Most people give AI tools vague requests and get vague results; precise prompting means being specific about your audience, your goal, what success looks like, and what context the AI needs to understand your situation. The better you explain what you actually need, the more useful the AI becomes.
"Prompt engineering" sounds technical, but it's really just the skill of asking questions in a way that gets you what you actually need. In the context of reentry and second chances, this is crucial—because how you phrase your situation to AI determines whether the output is generic or genuinely useful for your specific circumstances.
Think of it like the difference between asking a friend "Do you have advice?" versus "I'm dealing with X situation where Y happened, and I need help with Z." The second question gets a better answer because it's specific.
1. Context: Give AI the relevant background. Not your whole life story, but the framework it needs. "I have a felony conviction from 2018. I've completed anger management training and a vocational certification.

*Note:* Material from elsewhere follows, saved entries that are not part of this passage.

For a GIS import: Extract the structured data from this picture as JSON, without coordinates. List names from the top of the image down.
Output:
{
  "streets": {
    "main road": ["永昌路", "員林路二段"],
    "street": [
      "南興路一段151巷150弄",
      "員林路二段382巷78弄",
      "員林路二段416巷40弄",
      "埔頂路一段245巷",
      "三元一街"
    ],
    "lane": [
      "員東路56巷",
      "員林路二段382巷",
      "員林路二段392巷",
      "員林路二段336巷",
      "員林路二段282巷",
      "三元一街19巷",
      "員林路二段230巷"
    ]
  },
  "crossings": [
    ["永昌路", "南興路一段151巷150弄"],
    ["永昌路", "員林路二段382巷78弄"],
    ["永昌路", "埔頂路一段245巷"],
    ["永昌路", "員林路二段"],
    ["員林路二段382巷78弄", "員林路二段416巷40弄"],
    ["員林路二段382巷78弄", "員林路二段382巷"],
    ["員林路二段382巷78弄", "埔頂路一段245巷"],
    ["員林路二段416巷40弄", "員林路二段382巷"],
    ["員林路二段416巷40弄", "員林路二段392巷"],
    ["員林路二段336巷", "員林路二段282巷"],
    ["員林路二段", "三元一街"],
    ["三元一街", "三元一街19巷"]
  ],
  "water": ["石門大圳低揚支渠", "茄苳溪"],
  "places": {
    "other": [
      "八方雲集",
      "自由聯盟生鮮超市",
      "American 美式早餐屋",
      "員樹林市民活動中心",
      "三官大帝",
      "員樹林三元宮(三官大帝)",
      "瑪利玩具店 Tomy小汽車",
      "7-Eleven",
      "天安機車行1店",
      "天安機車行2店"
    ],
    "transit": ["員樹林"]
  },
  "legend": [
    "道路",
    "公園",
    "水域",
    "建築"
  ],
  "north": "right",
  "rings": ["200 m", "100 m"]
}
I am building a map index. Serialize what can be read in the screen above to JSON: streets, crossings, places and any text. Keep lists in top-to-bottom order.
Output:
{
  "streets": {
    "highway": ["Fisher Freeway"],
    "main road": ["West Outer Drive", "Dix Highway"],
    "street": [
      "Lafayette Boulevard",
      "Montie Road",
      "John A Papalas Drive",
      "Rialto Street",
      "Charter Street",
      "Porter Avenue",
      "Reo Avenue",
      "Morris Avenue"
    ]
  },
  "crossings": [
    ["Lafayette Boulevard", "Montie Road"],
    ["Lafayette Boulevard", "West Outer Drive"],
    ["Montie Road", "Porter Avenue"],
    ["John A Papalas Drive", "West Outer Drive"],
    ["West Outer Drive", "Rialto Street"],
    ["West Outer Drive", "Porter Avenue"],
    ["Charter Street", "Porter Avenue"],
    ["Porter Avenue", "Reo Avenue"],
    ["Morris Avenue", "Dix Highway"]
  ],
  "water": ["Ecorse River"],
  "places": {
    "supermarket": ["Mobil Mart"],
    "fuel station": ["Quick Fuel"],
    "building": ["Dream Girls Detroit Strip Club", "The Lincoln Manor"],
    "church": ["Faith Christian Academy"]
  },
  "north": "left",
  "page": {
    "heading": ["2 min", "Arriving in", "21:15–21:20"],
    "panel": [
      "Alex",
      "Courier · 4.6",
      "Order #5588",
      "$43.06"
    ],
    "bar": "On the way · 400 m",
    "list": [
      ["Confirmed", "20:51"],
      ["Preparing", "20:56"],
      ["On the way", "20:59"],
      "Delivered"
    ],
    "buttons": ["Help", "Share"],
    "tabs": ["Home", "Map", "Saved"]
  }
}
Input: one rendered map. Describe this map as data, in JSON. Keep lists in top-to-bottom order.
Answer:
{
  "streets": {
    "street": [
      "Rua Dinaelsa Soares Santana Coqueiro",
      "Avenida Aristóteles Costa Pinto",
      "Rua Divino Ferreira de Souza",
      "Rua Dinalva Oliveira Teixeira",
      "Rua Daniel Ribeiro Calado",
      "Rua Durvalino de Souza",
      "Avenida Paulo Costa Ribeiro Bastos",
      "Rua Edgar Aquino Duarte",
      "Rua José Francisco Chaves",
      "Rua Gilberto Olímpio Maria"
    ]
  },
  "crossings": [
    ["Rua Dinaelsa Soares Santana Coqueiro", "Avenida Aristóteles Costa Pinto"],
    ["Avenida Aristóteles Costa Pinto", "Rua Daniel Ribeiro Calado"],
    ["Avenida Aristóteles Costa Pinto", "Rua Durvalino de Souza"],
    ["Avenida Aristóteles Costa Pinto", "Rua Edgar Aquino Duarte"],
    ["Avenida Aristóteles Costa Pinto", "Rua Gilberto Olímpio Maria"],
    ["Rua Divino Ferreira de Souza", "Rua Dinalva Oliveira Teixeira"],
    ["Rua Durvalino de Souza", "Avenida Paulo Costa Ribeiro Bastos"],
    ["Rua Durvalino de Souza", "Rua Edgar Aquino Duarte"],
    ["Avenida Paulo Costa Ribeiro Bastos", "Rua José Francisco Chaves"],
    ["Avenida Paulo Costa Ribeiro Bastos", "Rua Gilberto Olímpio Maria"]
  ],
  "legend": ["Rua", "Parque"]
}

I'm applying for warehouse supervisor roles."
2. Goal: Be explicit about what you want. "Help me write a background explanation letter that acknowledges my past honestly but emphasizes what I've learned and changed." This is clearer than "Help me write something about my background."
3. Constraints: Tell AI what matters to your situation. "The tone should be professional but not defensive." Or "This needs to be appropriate for a small, tight-knit team where trust matters." These constraints help AI tailor the output.
When you're vague, AI generates generic output. When you're specific, you get personalized guidance. The difference: "Write an interview answer about my past" versus "I'm interviewing for a retail management role at a company that hires people with records. The hiring manager will likely ask about my conviction. Write a 60-second answer that takes responsibility, explains what led to it, and shows what I've learned and changed."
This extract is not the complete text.